The best advice I can give you is this: Don't focus too much on what you're supposed to do; focus on the best way to convey the message, then pick whatever method works for it, both locally (i.e. in a specific scene) and globally (in the entire book). What I mean by that? In an otherwise 3rd-person narration, if you really want to accentuate a feeling, you can switch to 1st-person (perhaps with italics), to indicate inner thought. But if you plan to do this extensively, it a) loses its "exclamation point" quality; b) you have to be consistent - in other words, if a characters stars having inner dialogue like that, you can't just stop it at some point without a reason
Intimately deep third-person limited POV is wholly acceptable and can be just as intimate as first person. It seems to work well to start scenes or chapters in a more shallow POV to establish the scene and then progressively get deeper. As a scene gets more intense, the POV should get deeper.

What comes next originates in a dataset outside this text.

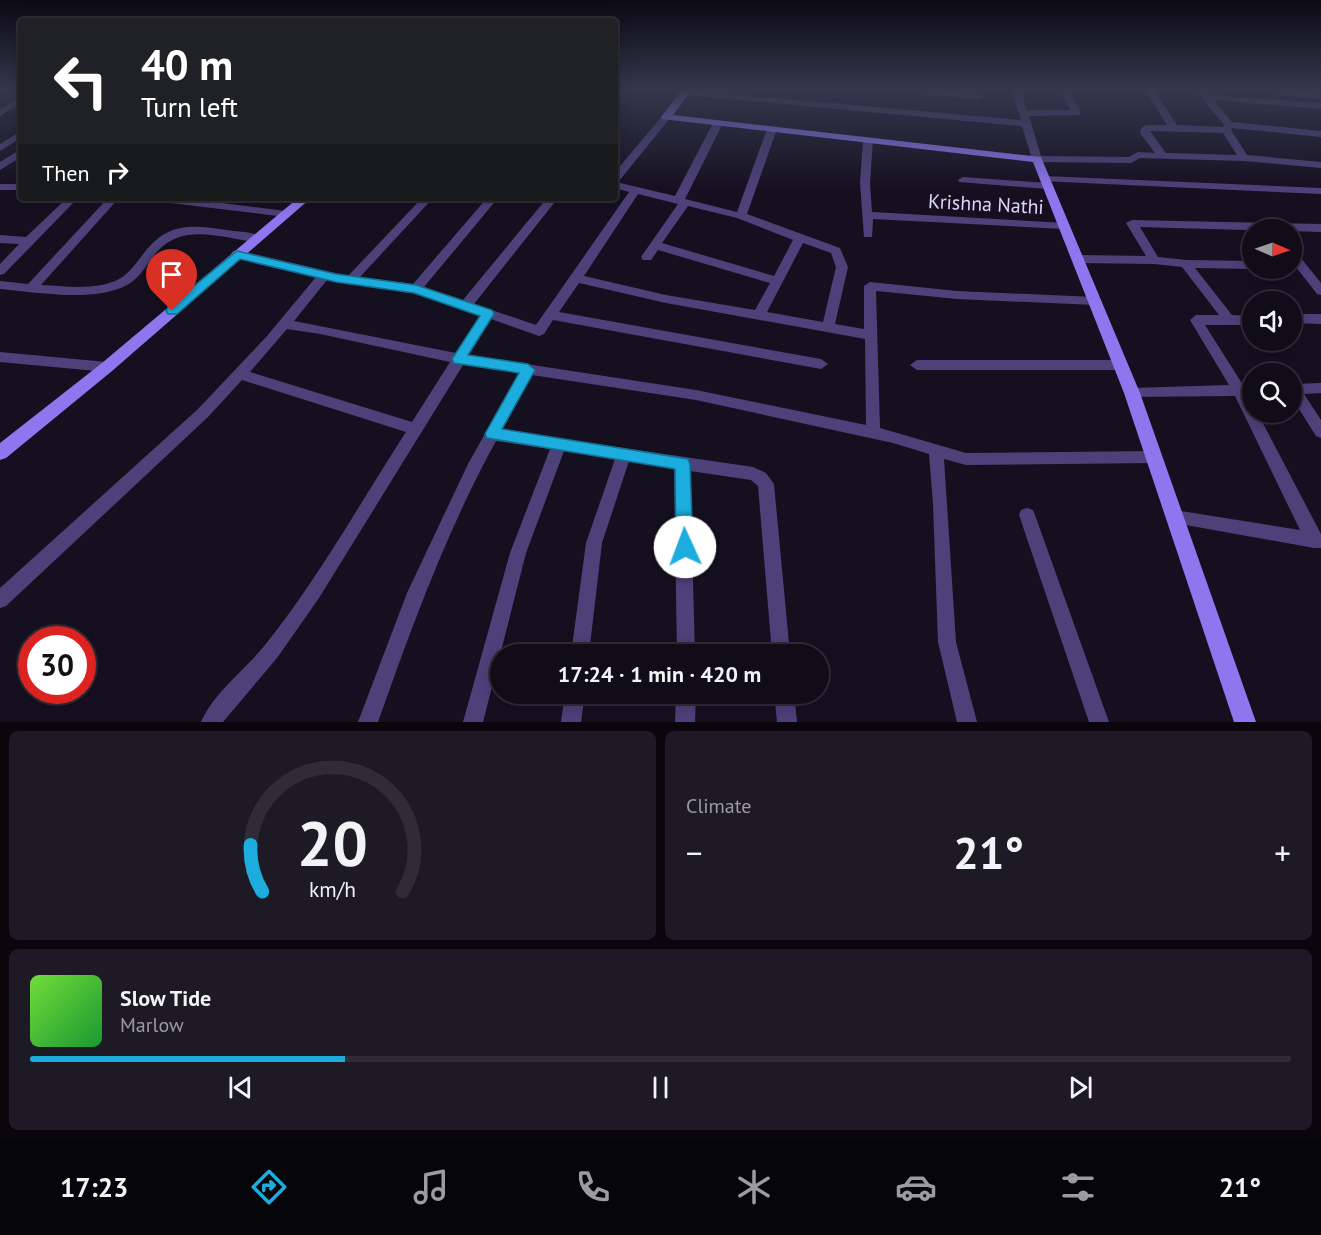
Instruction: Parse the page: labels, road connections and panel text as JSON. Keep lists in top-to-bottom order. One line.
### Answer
{"streets":{"street":["Krishna Nathi"]},"north":"right","page":{"turn":["40 m","Turn left"],"then":"Then","limit":"30","trip":"17:24 · 1 min · 420 m","tile":"Climate","heat":["−","21°","+"],"song":["Slow Tide","Marlow"],"tabs":["17:23","21°"],"gauge":["20","km/h"]}}
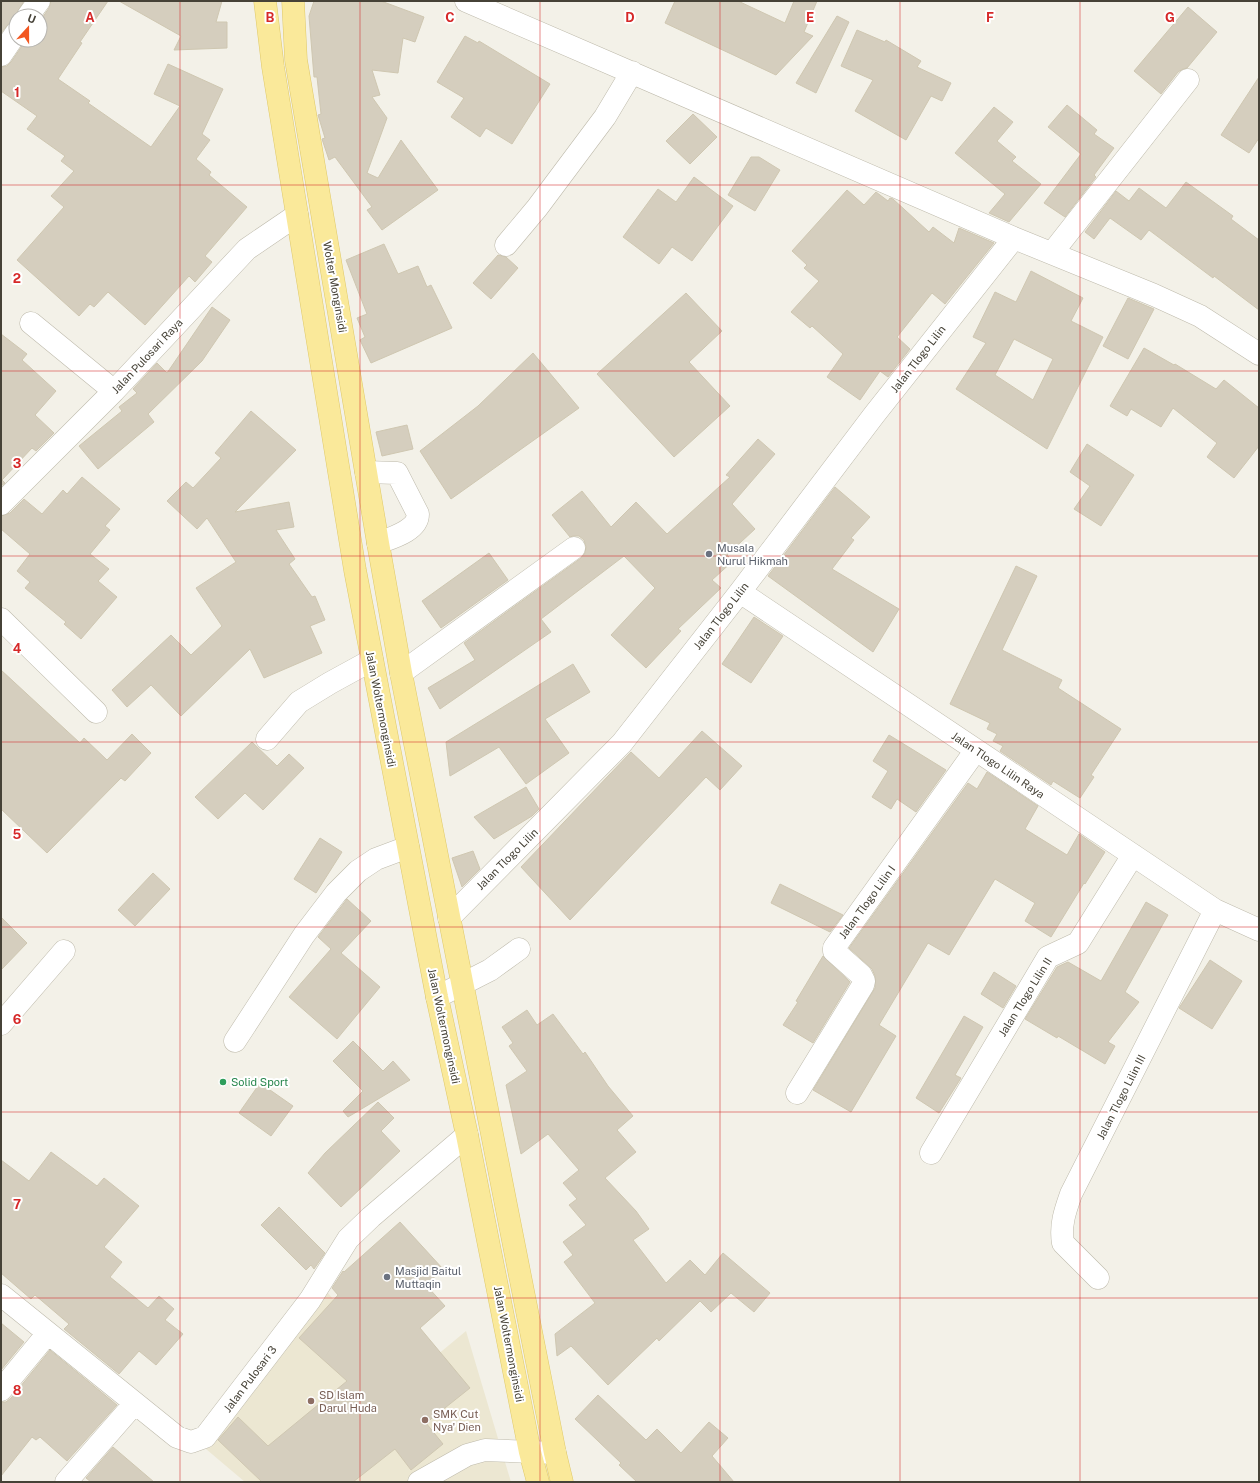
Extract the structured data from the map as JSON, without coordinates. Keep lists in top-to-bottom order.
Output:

When you want to back off the intensity, get shallower.
I admire writers who can do first person well, getting very detailed while still believably sounding like someone telling a story of what they experienced. But first person is more challenging than third person when working with a character with impaired self-awareness, such as a schizophrenic character I'm currently using. I found I needed a more objective description of her experience than was plausible to relate in first person.